Trump endures, then. If nothing else, though, several features of Trumpism are weaker than they were a month ago. These include a might-is-right view of world affairs, an indifference to European allies and an indulgence of foreign autocrats as not just respectable but competent. Without citing him by name, even when pressed, Republicans have put distance between themselves and much of the Trump worldview. For a sense of the change in the atmosphere, see how the man himself is hardening his once-ambivalent line on Putin in rallies around the country. Always a taker not a maker of public opinion, he knows that Americans, including most registered Republicans, are with Ukraine.

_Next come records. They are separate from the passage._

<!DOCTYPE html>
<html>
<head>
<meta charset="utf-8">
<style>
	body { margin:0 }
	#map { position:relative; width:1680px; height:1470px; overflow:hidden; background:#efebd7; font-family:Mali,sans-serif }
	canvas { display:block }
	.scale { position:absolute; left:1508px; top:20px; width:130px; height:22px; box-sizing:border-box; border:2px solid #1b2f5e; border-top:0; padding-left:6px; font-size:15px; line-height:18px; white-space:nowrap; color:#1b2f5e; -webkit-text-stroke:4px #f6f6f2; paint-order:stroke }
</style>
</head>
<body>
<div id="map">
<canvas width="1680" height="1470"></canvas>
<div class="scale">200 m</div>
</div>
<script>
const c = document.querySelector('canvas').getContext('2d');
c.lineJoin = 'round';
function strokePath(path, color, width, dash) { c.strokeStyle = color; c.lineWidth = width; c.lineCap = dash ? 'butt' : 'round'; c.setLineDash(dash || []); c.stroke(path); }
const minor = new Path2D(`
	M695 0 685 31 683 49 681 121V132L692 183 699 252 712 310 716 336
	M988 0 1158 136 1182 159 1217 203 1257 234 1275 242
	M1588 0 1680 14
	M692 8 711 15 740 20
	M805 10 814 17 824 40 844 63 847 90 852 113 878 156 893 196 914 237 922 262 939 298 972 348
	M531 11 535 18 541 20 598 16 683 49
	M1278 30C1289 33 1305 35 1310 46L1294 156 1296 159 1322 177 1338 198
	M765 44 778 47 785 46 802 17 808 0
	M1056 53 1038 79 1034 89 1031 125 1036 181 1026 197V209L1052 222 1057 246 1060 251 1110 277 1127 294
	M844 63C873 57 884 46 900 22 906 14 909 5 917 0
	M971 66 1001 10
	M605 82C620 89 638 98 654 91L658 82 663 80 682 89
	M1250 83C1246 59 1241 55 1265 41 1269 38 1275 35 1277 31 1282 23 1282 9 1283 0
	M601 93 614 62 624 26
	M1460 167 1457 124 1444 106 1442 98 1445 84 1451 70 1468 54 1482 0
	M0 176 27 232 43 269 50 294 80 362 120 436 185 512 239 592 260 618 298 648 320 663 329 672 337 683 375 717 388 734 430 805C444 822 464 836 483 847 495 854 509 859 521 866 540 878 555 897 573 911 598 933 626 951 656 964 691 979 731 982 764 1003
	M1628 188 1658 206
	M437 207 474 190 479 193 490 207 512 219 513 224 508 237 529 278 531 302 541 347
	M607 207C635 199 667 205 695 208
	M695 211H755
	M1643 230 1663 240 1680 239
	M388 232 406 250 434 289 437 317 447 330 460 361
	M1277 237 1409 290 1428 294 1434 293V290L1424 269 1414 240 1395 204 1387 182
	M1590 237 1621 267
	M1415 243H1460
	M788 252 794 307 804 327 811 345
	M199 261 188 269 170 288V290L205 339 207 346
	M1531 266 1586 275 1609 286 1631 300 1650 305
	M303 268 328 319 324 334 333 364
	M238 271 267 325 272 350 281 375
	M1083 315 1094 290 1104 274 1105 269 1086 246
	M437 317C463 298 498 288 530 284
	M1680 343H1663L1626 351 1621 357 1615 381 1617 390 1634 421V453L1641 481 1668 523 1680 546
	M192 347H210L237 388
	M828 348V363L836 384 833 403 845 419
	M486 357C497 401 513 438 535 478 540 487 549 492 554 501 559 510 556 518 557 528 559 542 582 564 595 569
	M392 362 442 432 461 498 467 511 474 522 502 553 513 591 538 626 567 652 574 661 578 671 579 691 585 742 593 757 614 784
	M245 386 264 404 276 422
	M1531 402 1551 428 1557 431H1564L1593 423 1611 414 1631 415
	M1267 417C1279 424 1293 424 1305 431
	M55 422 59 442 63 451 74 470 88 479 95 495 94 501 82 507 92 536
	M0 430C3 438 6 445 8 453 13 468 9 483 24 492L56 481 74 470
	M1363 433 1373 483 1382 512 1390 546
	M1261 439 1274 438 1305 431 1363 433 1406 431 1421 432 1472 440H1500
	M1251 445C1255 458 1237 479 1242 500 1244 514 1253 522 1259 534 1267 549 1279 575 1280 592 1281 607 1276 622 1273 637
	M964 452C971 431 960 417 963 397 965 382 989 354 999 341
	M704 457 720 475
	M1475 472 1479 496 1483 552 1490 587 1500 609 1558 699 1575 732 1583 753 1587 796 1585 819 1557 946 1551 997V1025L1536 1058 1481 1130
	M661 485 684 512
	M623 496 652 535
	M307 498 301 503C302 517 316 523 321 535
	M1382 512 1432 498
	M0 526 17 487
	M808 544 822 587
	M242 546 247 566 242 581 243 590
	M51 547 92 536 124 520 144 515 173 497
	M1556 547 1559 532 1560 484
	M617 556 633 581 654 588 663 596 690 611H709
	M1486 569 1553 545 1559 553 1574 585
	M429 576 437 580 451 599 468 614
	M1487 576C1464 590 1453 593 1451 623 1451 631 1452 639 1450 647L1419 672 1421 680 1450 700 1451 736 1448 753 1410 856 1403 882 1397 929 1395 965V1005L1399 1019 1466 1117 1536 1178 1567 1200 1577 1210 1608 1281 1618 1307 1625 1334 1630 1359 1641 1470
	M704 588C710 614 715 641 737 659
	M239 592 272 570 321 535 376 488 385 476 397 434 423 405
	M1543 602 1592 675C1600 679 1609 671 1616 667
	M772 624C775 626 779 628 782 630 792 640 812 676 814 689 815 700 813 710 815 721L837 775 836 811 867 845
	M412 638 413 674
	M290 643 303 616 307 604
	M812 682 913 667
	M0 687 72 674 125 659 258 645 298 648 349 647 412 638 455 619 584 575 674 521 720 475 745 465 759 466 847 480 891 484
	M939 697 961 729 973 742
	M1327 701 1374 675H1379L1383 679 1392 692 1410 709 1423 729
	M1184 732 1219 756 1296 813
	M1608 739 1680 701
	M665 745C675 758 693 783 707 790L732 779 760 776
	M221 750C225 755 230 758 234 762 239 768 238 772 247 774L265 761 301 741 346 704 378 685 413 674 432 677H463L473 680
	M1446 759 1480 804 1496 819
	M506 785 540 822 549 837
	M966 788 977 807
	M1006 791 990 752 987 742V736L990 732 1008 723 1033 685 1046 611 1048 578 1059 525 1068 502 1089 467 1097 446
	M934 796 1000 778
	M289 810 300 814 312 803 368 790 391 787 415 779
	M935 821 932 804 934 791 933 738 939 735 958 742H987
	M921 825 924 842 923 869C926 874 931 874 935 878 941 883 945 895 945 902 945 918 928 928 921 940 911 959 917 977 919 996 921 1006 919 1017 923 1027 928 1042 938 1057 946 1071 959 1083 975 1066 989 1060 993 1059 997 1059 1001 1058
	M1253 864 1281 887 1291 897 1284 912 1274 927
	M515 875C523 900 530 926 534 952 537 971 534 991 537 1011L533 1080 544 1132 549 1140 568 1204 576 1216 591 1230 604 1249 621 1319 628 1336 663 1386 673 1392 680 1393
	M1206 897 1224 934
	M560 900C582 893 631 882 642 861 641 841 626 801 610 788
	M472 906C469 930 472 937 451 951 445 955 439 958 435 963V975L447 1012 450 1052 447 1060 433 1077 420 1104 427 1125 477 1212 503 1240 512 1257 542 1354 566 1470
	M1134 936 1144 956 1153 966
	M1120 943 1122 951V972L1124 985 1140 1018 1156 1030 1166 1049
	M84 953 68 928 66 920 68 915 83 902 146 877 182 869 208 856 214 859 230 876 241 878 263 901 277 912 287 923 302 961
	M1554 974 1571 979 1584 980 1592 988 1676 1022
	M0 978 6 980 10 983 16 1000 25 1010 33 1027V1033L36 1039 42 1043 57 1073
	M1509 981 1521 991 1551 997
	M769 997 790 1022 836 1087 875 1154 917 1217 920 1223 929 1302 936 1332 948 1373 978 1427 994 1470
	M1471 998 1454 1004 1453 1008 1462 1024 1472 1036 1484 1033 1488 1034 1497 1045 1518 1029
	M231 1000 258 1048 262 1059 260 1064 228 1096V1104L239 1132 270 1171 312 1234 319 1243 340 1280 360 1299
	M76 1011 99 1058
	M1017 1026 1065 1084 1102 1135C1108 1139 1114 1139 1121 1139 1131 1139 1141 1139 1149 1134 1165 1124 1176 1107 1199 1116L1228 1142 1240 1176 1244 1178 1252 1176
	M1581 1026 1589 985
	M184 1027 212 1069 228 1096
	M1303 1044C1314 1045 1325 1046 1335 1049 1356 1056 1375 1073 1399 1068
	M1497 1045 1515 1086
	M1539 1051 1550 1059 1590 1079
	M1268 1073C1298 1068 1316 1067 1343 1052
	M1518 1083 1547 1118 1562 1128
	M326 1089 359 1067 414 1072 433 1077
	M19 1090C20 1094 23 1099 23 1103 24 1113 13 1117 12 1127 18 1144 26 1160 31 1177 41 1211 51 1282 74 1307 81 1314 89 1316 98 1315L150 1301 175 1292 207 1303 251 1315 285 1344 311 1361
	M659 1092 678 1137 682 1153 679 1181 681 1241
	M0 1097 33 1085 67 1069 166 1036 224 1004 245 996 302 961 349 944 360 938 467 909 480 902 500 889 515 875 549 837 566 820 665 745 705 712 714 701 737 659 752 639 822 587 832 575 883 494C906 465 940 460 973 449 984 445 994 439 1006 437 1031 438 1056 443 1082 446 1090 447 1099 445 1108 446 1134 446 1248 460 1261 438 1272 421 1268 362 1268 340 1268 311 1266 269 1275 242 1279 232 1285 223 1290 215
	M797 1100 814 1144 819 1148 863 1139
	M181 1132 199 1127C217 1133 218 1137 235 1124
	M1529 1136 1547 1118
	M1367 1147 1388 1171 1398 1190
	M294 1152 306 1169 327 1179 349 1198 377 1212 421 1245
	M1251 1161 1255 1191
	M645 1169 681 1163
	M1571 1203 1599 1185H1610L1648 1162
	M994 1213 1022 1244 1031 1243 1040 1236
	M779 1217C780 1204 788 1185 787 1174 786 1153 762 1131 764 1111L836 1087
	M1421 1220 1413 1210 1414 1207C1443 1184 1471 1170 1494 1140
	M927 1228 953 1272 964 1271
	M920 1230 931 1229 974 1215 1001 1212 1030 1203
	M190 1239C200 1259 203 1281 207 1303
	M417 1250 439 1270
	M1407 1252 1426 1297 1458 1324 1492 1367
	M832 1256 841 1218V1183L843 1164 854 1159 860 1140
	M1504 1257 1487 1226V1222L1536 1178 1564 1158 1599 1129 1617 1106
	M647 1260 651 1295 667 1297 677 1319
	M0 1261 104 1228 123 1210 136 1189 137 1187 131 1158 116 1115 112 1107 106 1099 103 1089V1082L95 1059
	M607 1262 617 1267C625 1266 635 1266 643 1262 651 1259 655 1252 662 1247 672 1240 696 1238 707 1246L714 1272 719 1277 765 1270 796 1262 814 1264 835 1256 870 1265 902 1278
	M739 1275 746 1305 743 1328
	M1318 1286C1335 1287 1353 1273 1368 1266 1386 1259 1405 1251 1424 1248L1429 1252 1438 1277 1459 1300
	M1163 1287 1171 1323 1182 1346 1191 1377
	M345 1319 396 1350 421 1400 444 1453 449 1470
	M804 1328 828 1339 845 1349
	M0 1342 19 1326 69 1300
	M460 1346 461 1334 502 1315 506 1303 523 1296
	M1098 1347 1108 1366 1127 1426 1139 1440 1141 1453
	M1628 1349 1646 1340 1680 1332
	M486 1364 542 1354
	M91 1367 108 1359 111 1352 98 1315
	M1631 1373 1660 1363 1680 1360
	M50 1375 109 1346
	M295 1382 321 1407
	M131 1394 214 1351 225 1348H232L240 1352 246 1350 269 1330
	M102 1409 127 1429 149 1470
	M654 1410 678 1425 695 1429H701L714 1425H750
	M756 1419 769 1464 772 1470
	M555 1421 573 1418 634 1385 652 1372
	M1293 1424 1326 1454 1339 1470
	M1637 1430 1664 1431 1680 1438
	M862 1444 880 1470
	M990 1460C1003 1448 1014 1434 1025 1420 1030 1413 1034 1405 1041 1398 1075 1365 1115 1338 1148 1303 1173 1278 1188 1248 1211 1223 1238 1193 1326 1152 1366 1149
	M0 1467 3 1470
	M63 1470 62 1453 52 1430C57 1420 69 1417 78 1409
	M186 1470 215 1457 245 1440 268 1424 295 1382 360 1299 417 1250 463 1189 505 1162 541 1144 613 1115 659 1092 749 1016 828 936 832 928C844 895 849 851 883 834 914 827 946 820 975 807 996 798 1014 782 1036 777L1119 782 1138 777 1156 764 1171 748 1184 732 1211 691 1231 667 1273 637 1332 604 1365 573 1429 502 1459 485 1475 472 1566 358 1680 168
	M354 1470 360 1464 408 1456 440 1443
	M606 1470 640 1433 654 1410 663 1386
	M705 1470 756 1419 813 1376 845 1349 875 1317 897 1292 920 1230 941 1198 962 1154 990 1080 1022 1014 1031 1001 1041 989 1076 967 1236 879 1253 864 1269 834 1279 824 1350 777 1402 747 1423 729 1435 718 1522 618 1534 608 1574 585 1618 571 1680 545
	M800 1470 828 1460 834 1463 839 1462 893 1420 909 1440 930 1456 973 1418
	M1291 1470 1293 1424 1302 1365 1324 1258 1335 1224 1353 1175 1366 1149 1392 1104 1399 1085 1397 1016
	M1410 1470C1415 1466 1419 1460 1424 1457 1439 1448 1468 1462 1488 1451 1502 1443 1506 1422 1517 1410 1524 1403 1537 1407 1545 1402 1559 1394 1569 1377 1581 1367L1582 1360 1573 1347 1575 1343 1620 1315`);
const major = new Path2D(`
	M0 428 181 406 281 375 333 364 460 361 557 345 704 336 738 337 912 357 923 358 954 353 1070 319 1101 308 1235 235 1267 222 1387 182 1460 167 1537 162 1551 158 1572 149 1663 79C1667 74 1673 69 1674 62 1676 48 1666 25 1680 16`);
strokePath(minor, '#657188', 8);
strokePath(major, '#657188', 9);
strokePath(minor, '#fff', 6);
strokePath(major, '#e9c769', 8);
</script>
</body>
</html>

If all that changes in US politics as a result of this war are some aspects of Republican foreign policy, that is of profound value to the world. The party’s other defects — the cult of Trump, the flirtation with domestic extremists — are beyond even the present European crisis to fix. It will take years of draining work by such brave Republican dissenters as Cheney and Senator Mitt Romney, an early Putin-sceptic who stands out as the most reputationally enhanced Republican of the past month.
In a sense, populism has turned out to be self-cancelling. One element of it, contempt for liberalism, brought the US right and Putin together over the past several years. But another, an egoist horror of ever taking a backward step in foreign policy, has also pushed them apart. Putin’s invasion was a challenge not just to a US-friendly country, but to the US-built world order. No self-respecting American nationalist, which is what much of the Republican party claims to be, could allow the act of impudence to pass.
With luck, the GOP that emerges from the present crisis will continue to see the defence of that order as a matter of national pride, not a “globalist” or “elite” fancy. As much as this change of mentality carries its own risks — Trump has gone from equivocal on Russia to ultra-bellicose — it is better than the relativism and America First of recent years. The spectacle of Republicans deriding President Joe Biden for his “half-measures” against Putin is difficult to stomach. It is also a welcome surprise.